Not everyone, on the other hand, is as enthusiastic.
According to Bitcoin critic Alex de Vries (also known as the Digiconomist), it is doubtful that Bitcoin mining — and the plants used for mining — will make a significant contribution to a nation’s domestic energy networks in the foreseeable future.
“Miners are only capable of using energy; they are unable to store it.
In other instances, they are already consuming energy that is required or could be used by others,” he told CoinNewsDaily in an interview.
This type of situation occurred, for example, in Abkhazia, where rolling blackouts were experienced.
De Vries points out that Bitcoin mining is exhausting the resources of Navajo Station, and that approximately 14,000 Navajo houses are still without power.
His comments, which were made in reaction to a Facebook post made by Navajo Nation President Jonathan Nez, are accompanied by the phrase “locals appear to be highly outraged.”
In the long run, will it be a net positive?
Despite these complaints, the mining sector is optimistic that mining will eventually become a net positive for the energy business.
Christopher Bendiksen: “It’s a huge positive, both for producers, consumers, and our renewal generation goals.

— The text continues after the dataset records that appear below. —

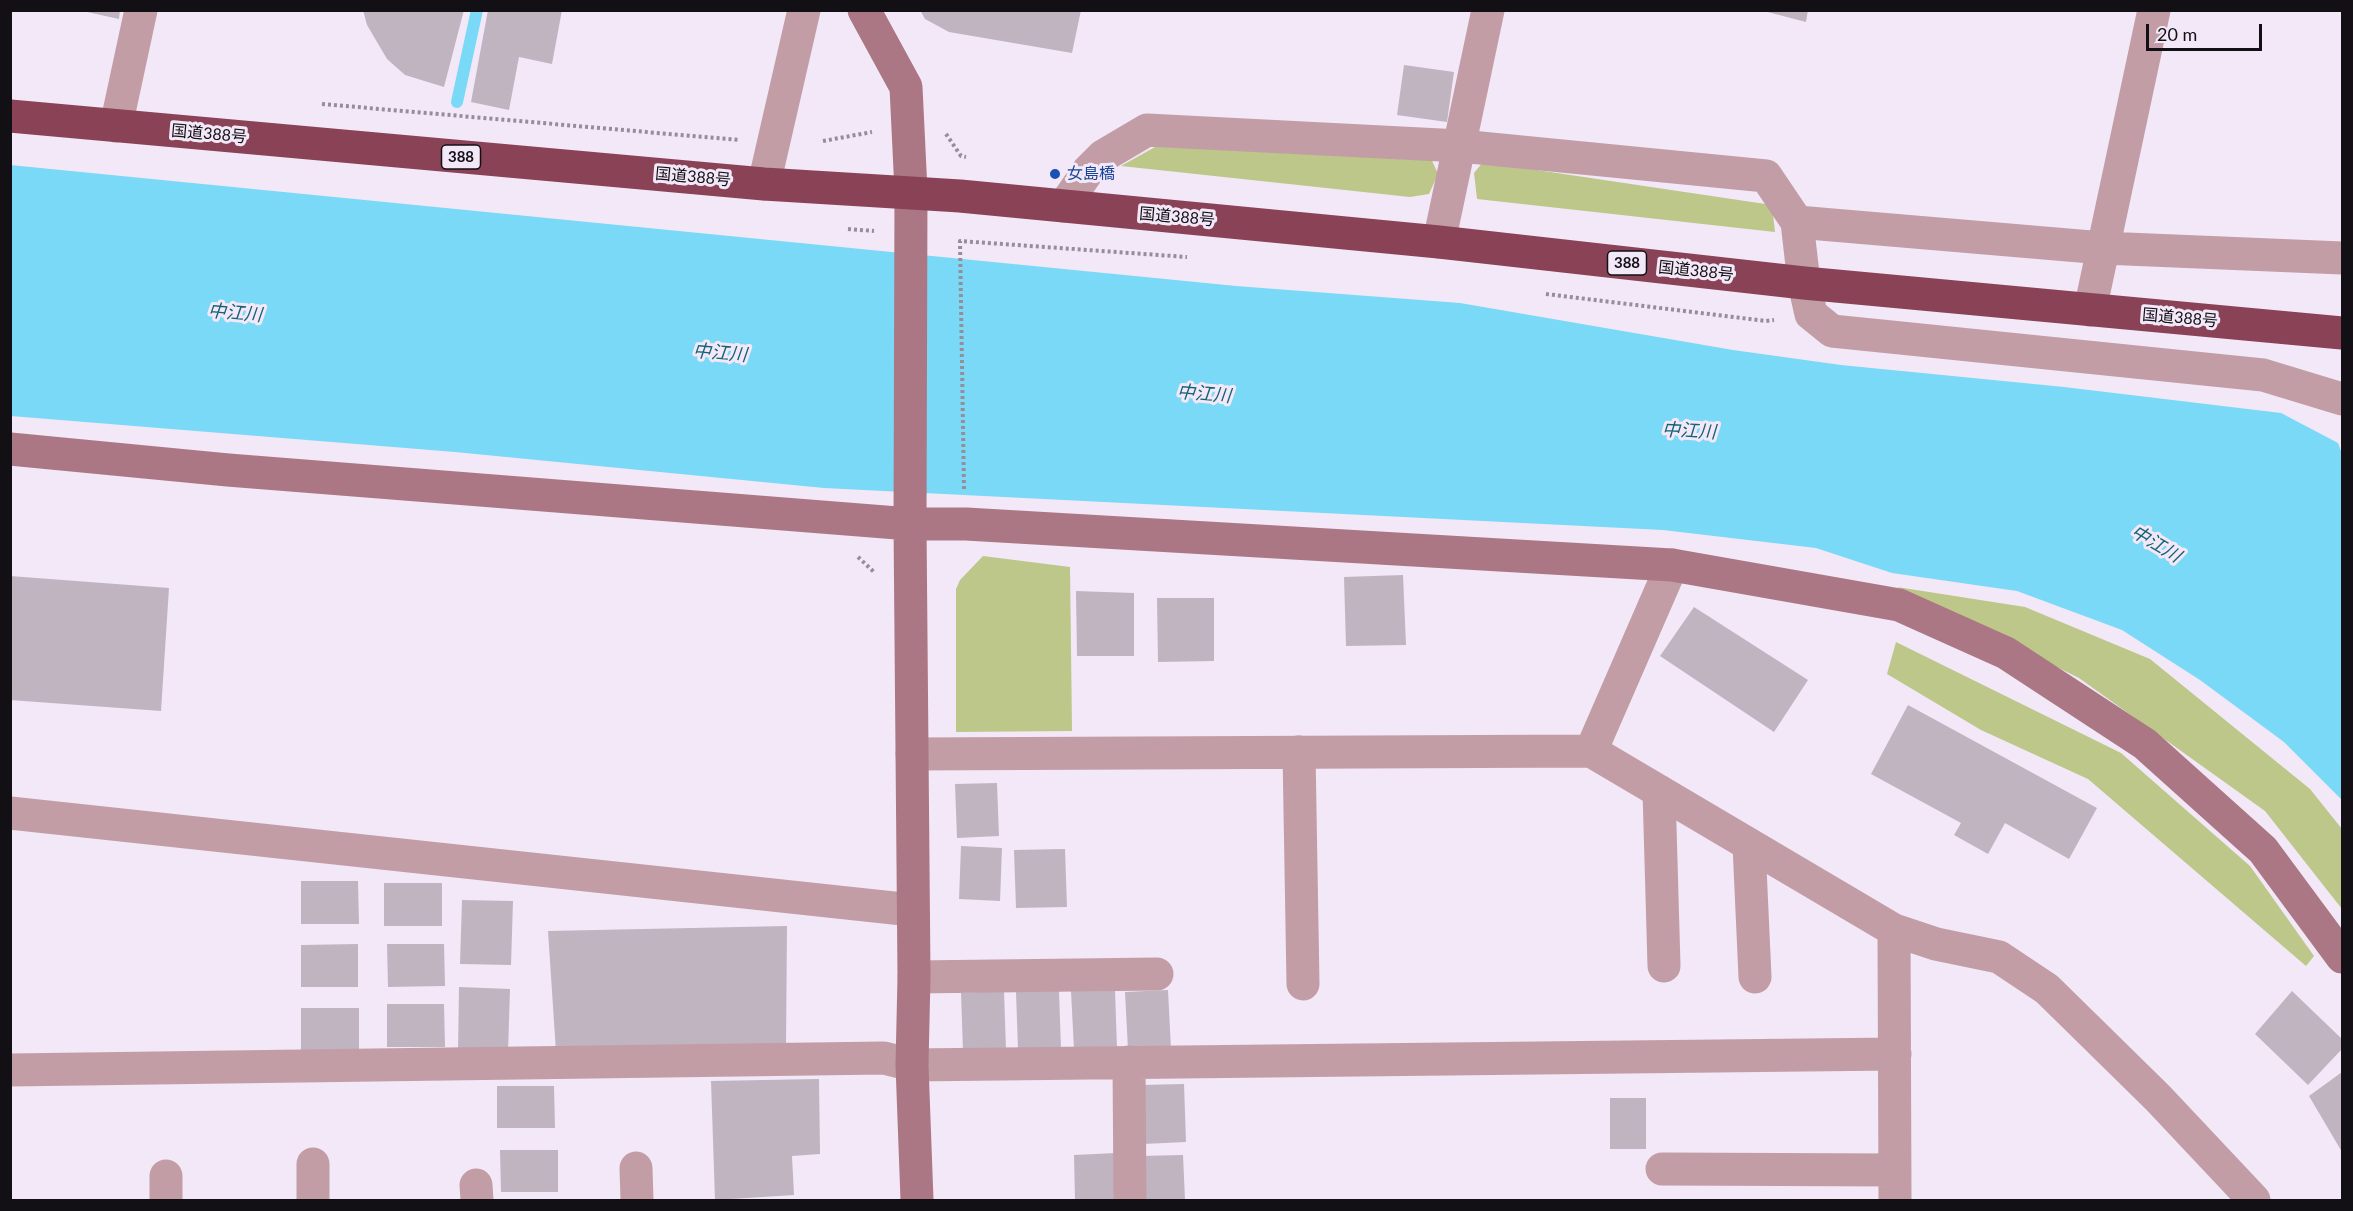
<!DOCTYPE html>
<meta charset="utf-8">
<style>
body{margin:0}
#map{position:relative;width:2353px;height:1211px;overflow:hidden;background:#f2e8f7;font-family:Lato,sans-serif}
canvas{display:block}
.frame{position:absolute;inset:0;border:12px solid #131015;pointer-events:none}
.scale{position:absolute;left:2146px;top:24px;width:116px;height:27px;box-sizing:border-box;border:3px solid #131015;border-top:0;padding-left:8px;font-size:18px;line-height:21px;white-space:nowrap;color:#131015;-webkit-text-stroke:4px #f2e8f7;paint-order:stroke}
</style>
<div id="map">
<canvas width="2353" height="1211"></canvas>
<div class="frame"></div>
<div class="scale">20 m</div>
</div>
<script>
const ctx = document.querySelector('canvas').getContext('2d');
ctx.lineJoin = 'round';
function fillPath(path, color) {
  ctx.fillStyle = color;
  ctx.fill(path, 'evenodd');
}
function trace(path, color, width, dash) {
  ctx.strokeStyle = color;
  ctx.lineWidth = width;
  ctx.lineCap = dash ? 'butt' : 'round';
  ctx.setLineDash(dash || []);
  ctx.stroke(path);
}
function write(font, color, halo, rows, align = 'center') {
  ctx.font = font + ' Lato,"Noto Sans JP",sans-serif';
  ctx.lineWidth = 6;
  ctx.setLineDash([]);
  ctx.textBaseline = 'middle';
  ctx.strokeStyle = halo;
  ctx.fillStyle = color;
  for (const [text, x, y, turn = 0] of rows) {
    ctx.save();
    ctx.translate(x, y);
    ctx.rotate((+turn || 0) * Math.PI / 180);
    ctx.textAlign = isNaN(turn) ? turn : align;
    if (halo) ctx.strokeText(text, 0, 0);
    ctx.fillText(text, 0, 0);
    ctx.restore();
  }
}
fillPath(new Path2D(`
 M1164,142L1429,154L1438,174L1429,194L1410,197L1121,166Z
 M1483,162L1772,205L1775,232L1477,199L1474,173Z
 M983,556L1070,567L1072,731L956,732V589L960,580Z
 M1897,587L2025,607L2150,659L2310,789L2342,829V909L2265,811L2079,678Z
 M1896,642L2121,753L2250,866L2314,956L2306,966L2088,779L1981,730L1887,674Z`), '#bcc789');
fillPath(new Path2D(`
 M10,165L1236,286L1460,303L1733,350L1841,365L2064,387L2281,413L2338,443L2342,454V800L2284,742L2200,680L2122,630L2017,591L1892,573L1816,548L1663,530L824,488L455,452L11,416Z`), '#79d9f7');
trace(new Path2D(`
 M457,102L477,10`), '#79d9f7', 12);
fillPath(new Path2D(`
 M78,10H120L119,19Z
 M363,10H464L444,87L405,75L387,59L367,25Z
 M488,10H562L552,64L519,57L509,110L471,102Z
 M920,10H1081L1072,53L949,32L925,19Z
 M1760,10H1808L1806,22Z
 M1404,65L1454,72L1447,122L1397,115Z
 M1403,575L1406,645L1346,646L1344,577Z
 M10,576L169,588L161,711L10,700Z
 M1076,591L1134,593V656H1077Z
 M1157,598H1214V661L1158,662Z
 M1694,607L1808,680L1774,732L1660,656Z
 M1908,705L2097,808L2069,859L2005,823L1988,854L1954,835L1961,823L1871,774Z
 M997,783L999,836L957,838L955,784Z
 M961,846L1002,848L1000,901L959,899Z
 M1065,849L1067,907L1016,908L1014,850Z
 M301,881H358L359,924H301Z
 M384,883H442V926H384Z
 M462,900L513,901L511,965L460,964Z
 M787,926L786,1046L556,1052L548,931Z
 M358,944V987H301V945Z
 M387,944H444L445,986L388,987Z
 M459,987L510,989L508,1053L458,1052Z
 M1115,990L1117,1049L1074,1050L1071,991Z
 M1168,990L1171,1049L1128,1050L1125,992Z
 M1004,991L1006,1050L963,1051L961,993Z
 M1059,991L1061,1049L1018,1050L1016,992Z
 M2292,991L2342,1039V1049L2308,1085L2255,1034Z
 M387,1004H444L445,1047H387Z
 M301,1008H359V1051H301Z
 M2342,1072V1152L2309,1096Z
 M819,1079L820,1154L792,1156L794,1195L715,1200L711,1081Z
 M1184,1084L1186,1142L1143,1144L1140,1085Z
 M497,1086H554L555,1128H497Z
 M1610,1098H1646V1149H1610Z
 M500,1150H558V1192H501Z
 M1116,1153L1118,1200H1075L1074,1155Z
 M1183,1155L1185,1200H1142L1140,1156Z`), '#c1b4c1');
trace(new Path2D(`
 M322,104L739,140
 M946,134L961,156L966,157
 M823,141L872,132
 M848,229L874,231
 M1546,294L1766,321L1774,320
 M964,489L960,241L1187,257
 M858,557L874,572`), '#958e98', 4, [3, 3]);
trace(new Path2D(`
 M116,126L141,10
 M764,184L804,10
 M1064,206L1088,171L1103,156L1147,130L1460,146L1766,176L1797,222L1804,283L1811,314L1832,331L2263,375L2342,399
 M1797,222L2103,248L2342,258
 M1439,242L1488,10
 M2090,310L2154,10
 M1591,751L1672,565
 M1299,752L1303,984
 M912,754L1591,751L1894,930L1936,944L1999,957L2047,989L2158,1098L2254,1200
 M1659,791L1664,966
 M10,813L912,910
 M1749,845L1755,977
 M1894,930L1895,1200
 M914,977L1157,974
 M1129,1062L1130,1200
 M10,1070L884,1058L912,1065L1895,1054
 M636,1168L637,1200
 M1662,1169L1895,1170
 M166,1176V1200
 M476,1185L477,1200
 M313,1200V1164`), '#c29da6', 33);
trace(new Path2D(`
 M864,10L906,87L911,191L910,524L914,977L912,1065L917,1200
 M10,449L228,470L910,524H966L1672,565L1899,605L2006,653L2145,744L2263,850L2342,957`), '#ac7784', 33);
trace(new Path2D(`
 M10,116L764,184L960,196L1439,242L1804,283L2342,333`), '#8a4257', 33);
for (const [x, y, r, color] of [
 [1055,174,6,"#1a4fb4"]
]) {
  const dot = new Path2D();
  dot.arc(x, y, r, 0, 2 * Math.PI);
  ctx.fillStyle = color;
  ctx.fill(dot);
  trace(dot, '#f2e8f7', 2);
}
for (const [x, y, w] of [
 [461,157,39],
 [1627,263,39]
]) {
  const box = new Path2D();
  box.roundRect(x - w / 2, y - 12, w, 24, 4.5);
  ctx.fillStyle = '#f2e8f7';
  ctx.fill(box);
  trace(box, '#131015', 1.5);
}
write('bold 15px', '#131015', null, [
 ["388",461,157],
 ["388",1627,263]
]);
write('16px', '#131015', '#f2e8f7', [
 ["国道388号",209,134,5],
 ["国道388号",693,177,5],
 ["国道388号",1177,217,5],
 ["国道388号",1696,271,6],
 ["国道388号",2180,318,5]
]);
write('16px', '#164399', '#f2e8f7', [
 ["女島橋",1067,174]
], 'left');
write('italic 18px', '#126276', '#f2e8f7', [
 ["中江川",235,313,5],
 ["中江川",720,353,5],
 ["中江川",1204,394,5],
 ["中江川",1689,431,3],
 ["中江川",2156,544,31]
]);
</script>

With miners acting as demand response units, if mining gets large enough, we can vastly increase the proportion of intermittent renewables in our generation mix.”
Marc Bevand also believes mining will be a net positive, pointing out that the mining business is unusual in that 95 percent of a typical mine’s operational costs are spent on energy, a figure that no other industry matches.
“As a result, miners with their own power plants invest heavily in technological advancements to decrease costs, and the advancements they make inevitably trickle down to help other businesses. I anticipate seeing some of these advancements in the short to medium term, particularly with solar energy, which is now the cheapest electricity in history, according to the International Energy Agency’s World Energy Outlook 2020 report,” he said.
Alex de Vries, a researcher examining how swiftly Bitcoin’s energy requirements have risen in recent years, is not as optimistic as those with a financial stake in Bitcoin and/or mining.
When asked if mining will continue to be a net positive in the future, he responds, “It probably depends on who you ask.” While oil and gas corporations appear to see numerous opportunities, grid operators are less optimistic (given the problems associated with grid stability).”